Find out if your site follows the modern web standards Google checks for. Catches HTTPS issues, insecure dependencies, deprecated APIs, and JavaScript errors before users do.

What the Best Practices audit checks

Lighthouse's Best Practices category covers about 15 checks that every modern site should pass:

Security & privacy

  • HTTPS — site is served over a secure connection
  • No mixed content — no http:// resources on an https:// page
  • No target="_blank" without rel="noopener" — prevents tabnabbing
  • No vulnerable JavaScript libraries — checks against a known-vuln database
  • Content Security Policy (CSP) — if configured, must be effective

Correctness

  • No browser console errors — page loads without throwing
  • No deprecated APIs — no calls to APIs Chrome plans to remove
  • Page has the right doctype<!DOCTYPE html>
  • Correct charset declaration
  • Images displayed at the correct aspect ratio — not distorted
  • Images served with the right resolution — not over- or under-scaled

UX & accessibility hygiene

  • Passive listeners on scroll/touch events for smoother scrolling
  • Notification permission requested correctly — not on page load
  • Geolocation permission requested correctly — not on page load

The two most common failures

1. Console errors

Open DevTools → Console. Every uncaught error, deprecation warning, or 404 lowers your score. The fixes are usually trivial — a misspelled asset URL, a missing favicon, a tracking pixel that 404s, a CORS error from a removed third party. Five minutes of cleanup typically pushes you back to 100.

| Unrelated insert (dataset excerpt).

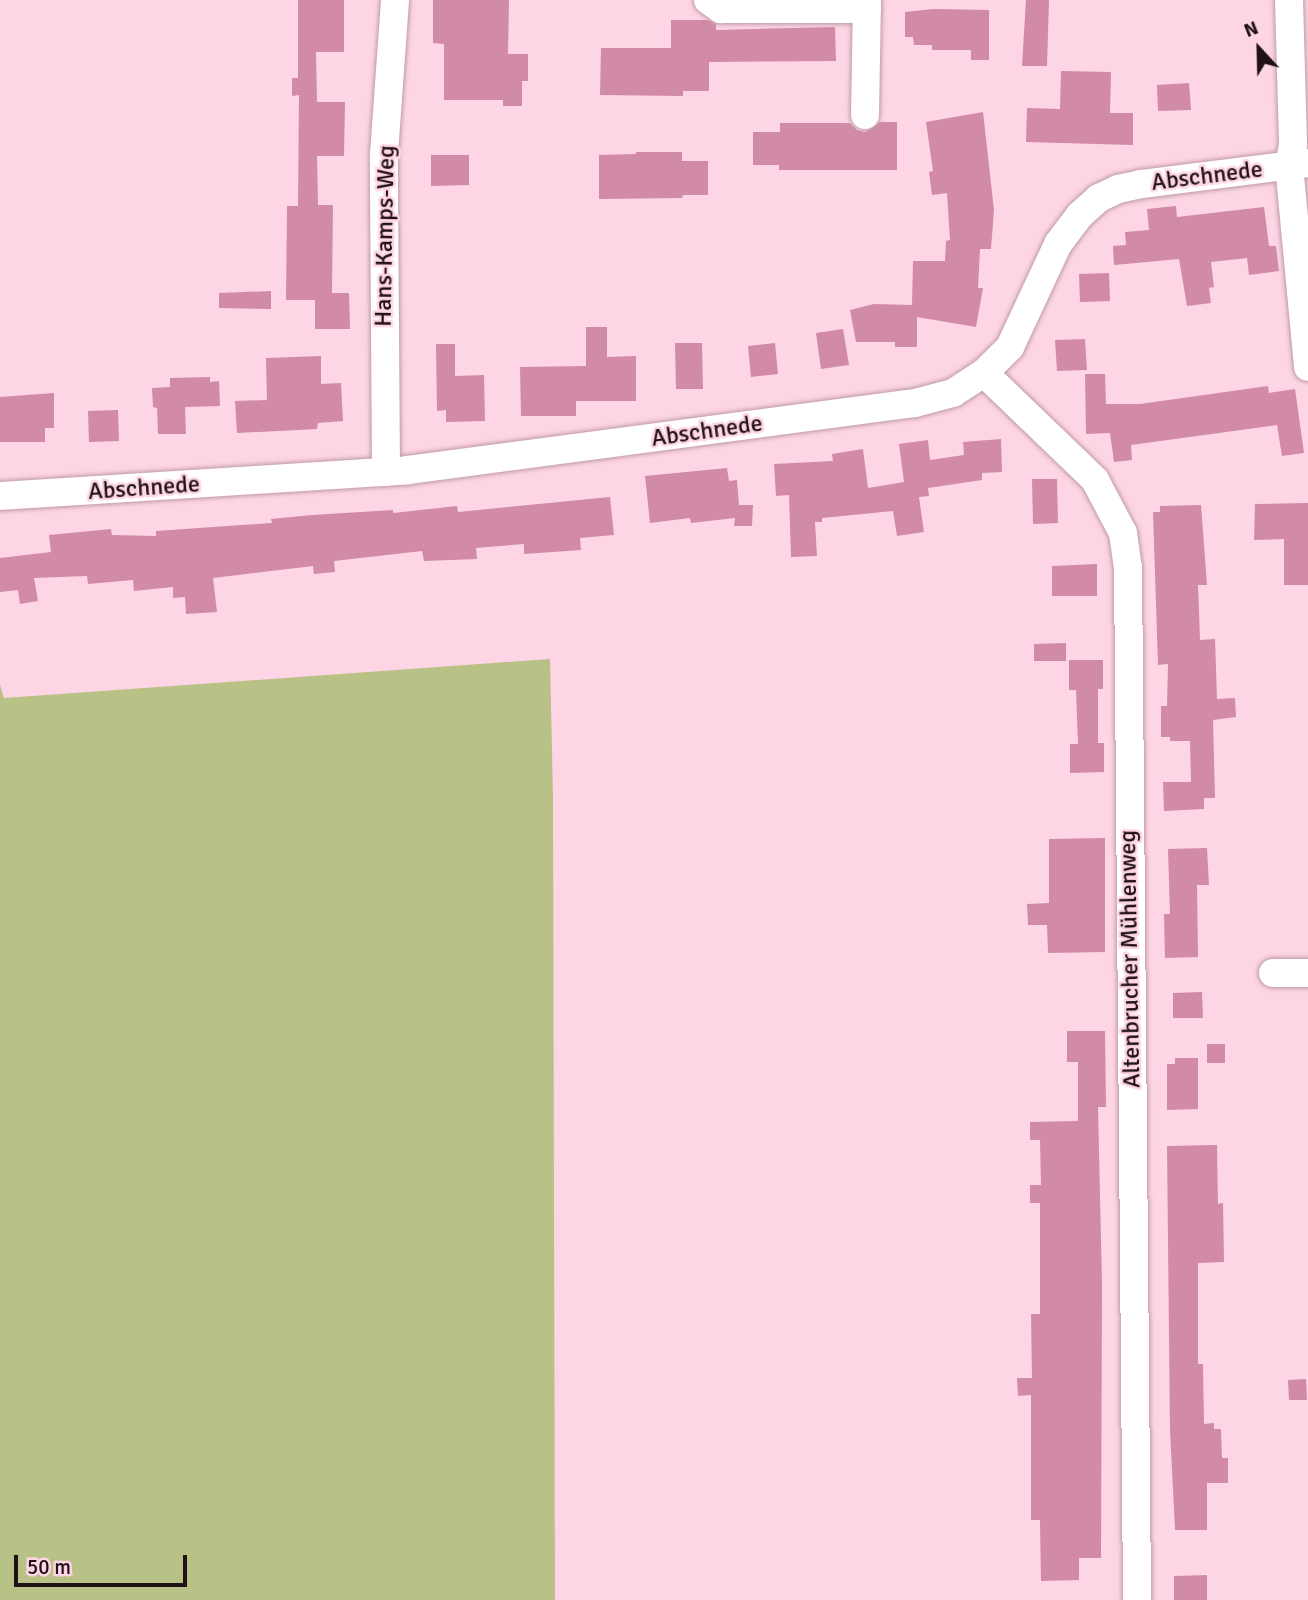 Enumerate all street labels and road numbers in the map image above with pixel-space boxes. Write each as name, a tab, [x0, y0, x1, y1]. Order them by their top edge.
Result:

2. Vulnerable JS libraries

This usually means an old version of jQuery, Lodash, or Bootstrap loaded from your CMS or a legacy plugin. Either upgrade to a current version or remove the dependency.

Why this score matters even though it's not a ranking factor

Lighthouse Best Practices isn't directly used by Google for ranking. But:

  • Console errors suggest broken features and lower trust
  • Vulnerable libraries expose users to XSS and supply-chain attacks
  • Mixed content breaks page functionality in modern browsers
  • Deprecated APIs will literally stop working in future Chrome releases

A site that passes Best Practices is a site that won't surprise you in six months.

Quick wins

  1. Open Chrome DevTools → Console → reload the page → fix every red message
  2. Upgrade jQuery (if you use it) to 3.x
  3. Add rel="noopener noreferrer" to every external link with target="_blank"
  4. Replace any http:// URLs in your HTML with https://
  5. Don't request notification or geolocation permission on page load — wait for a user gesture

Run the checker below to get your current score and the exact list of fixes.

Frequently Asked Questions

What's the difference between Best Practices and SEO?+

Best Practices covers technical correctness — HTTPS, security, no console errors, no deprecated APIs. SEO covers search engine discoverability — titles, meta tags, structured data. Both matter, but they measure different things.

Does Lighthouse check for vulnerabilities?+

Yes, partially. Lighthouse flags JavaScript libraries with known security vulnerabilities (via Snyk's open-source database). It doesn't replace a full security audit, but it catches the easy wins.

Why is my Best Practices score 92 even though everything seems fine?+

Almost always console errors. Open DevTools, reload your page, and check the Console tab. Even a single warning will drop your score from 100 to 92.